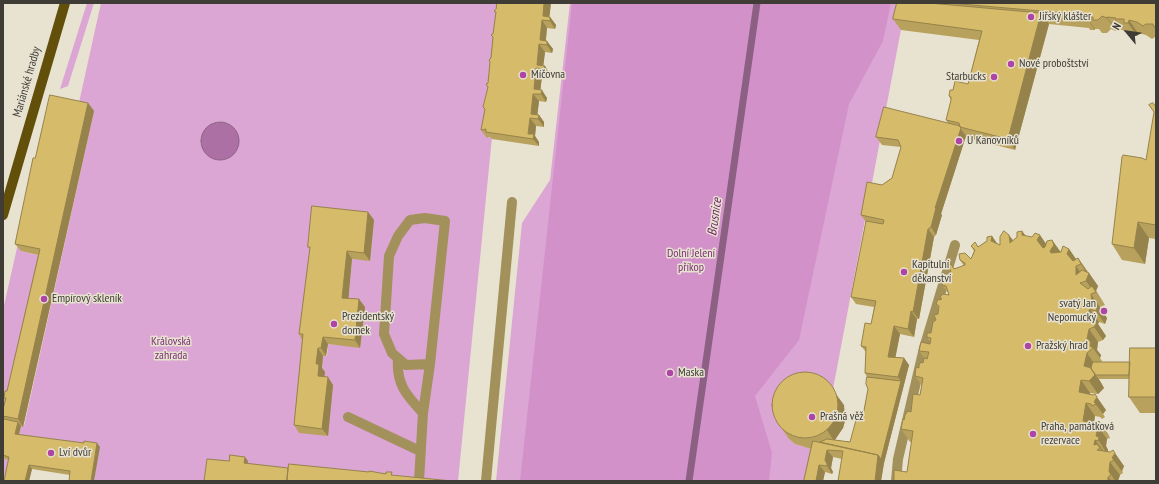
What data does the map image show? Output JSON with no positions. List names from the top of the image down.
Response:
{
  "streets": {
    "main road": ["Mariánské hradby"]
  },
  "water": ["Brusnice"],
  "parks": ["Dolní Jelení příkop", "Královská zahrada"],
  "places": [
    "Jiřský klášter",
    "Nové proboštství",
    "Míčovna",
    "Starbucks",
    "U Kanovníků",
    "Kapitulní děkanství",
    "Empírový skleník",
    "svatý Jan Nepomucký",
    "Prezidentský domek",
    "Pražský hrad",
    "Maska",
    "Prašná věž",
    "Praha, památková rezervace",
    "Lví dvůr"
  ],
  "north": "top left"
}
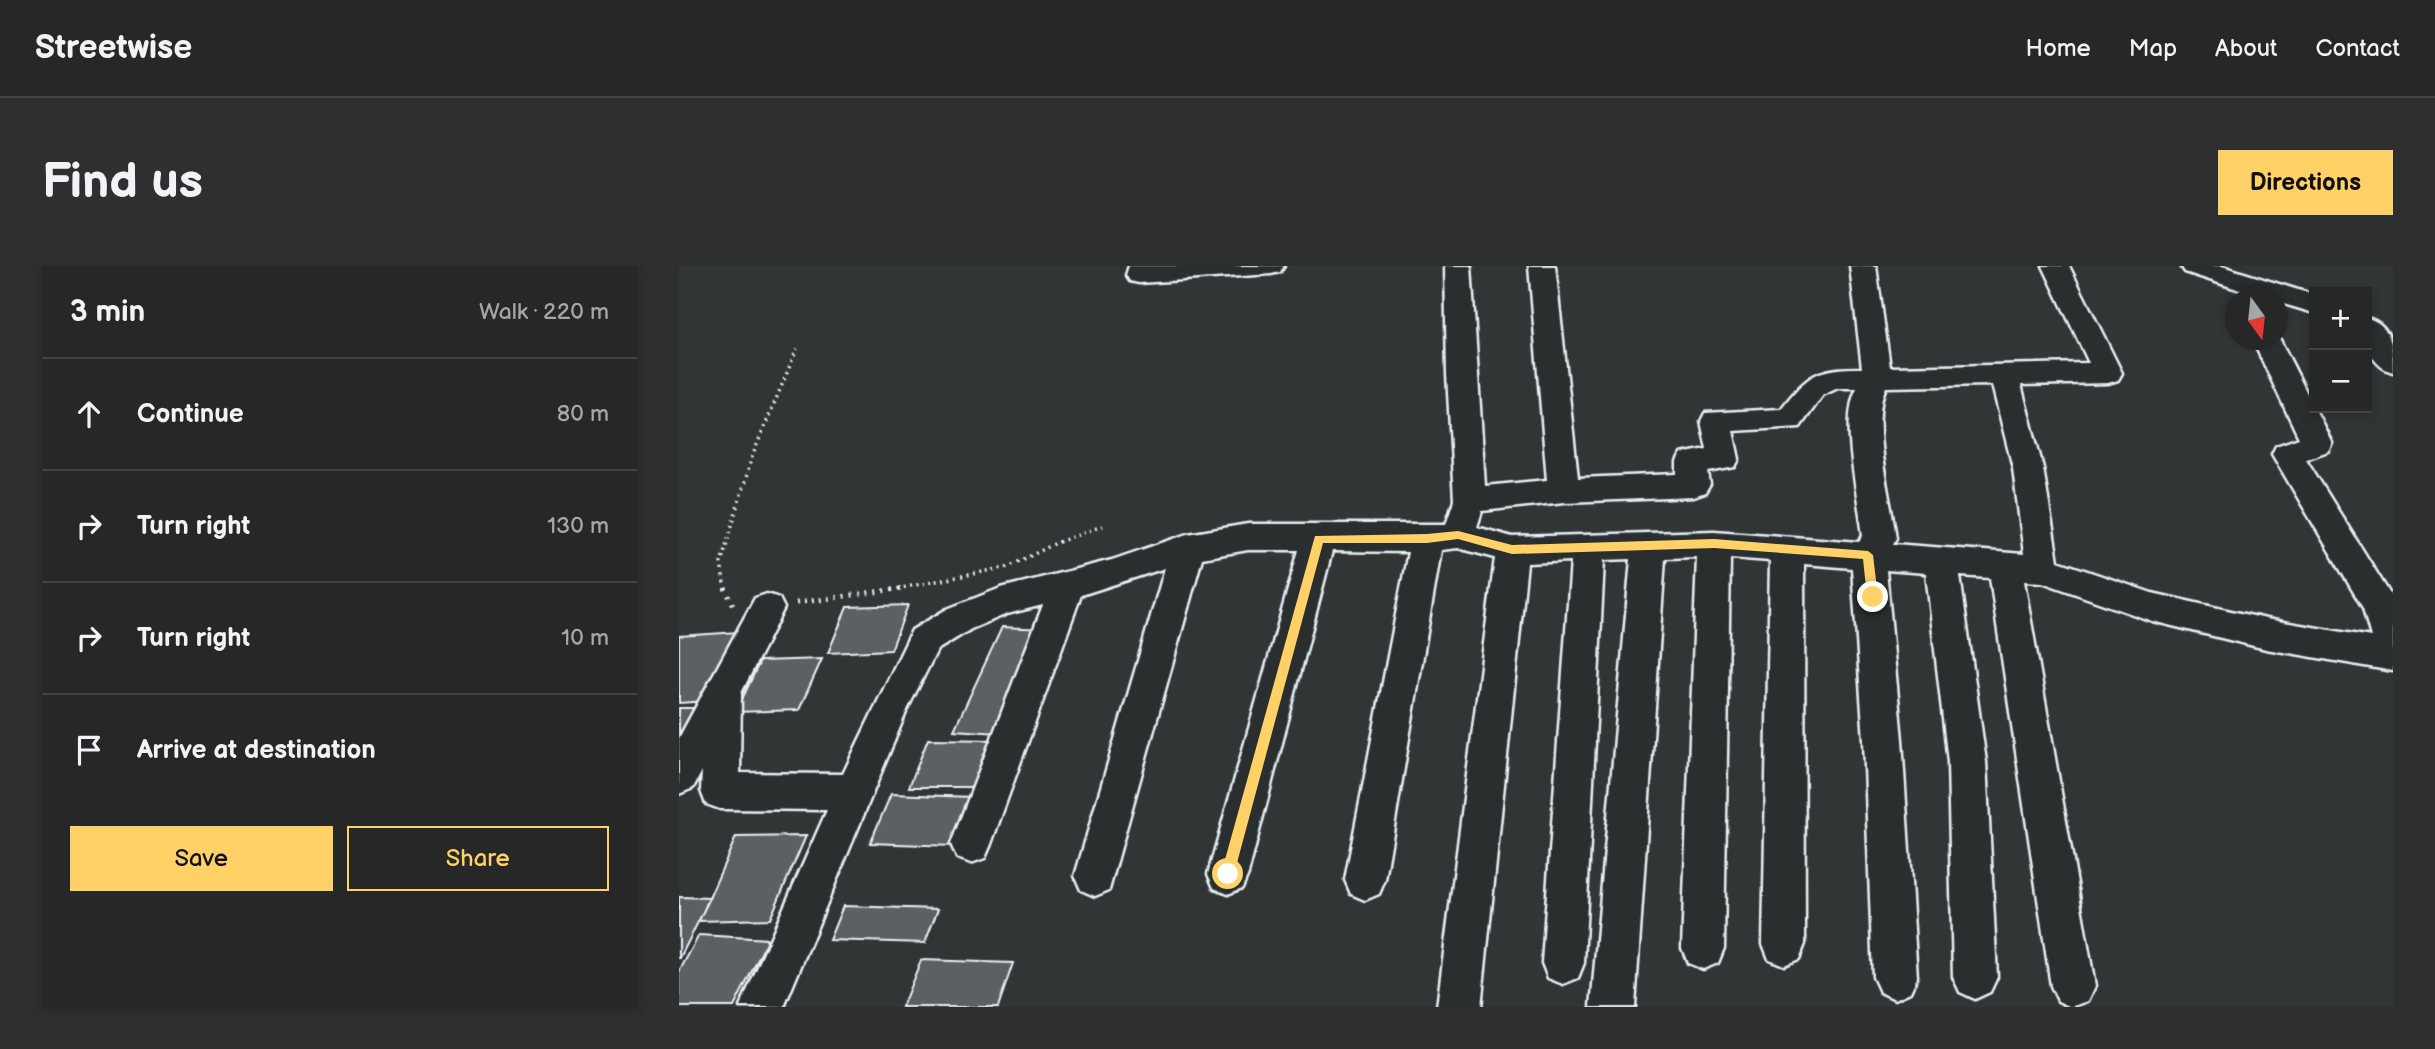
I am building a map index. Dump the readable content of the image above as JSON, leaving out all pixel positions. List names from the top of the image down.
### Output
{
  "north": "bottom",
  "page": {
    "header": "Streetwise",
    "nav": [
      "Home",
      "Map",
      "About",
      "Contact"
    ],
    "buttons": [
      "Directions",
      ["Save", "Share"]
    ],
    "title": "Find us",
    "heading": ["3 min", "Walk · 220 m"],
    "map_buttons": ["+", "−"],
    "list": [
      ["Continue", "80 m"],
      ["Turn right", "130 m"],
      ["Turn right", "10 m"],
      "Arrive at destination"
    ]
  }
}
◆ ◆ ◆
What the task requires: From the data above, work out how many lines hold "JSON". Answer with the number alone.

Output for this task: 2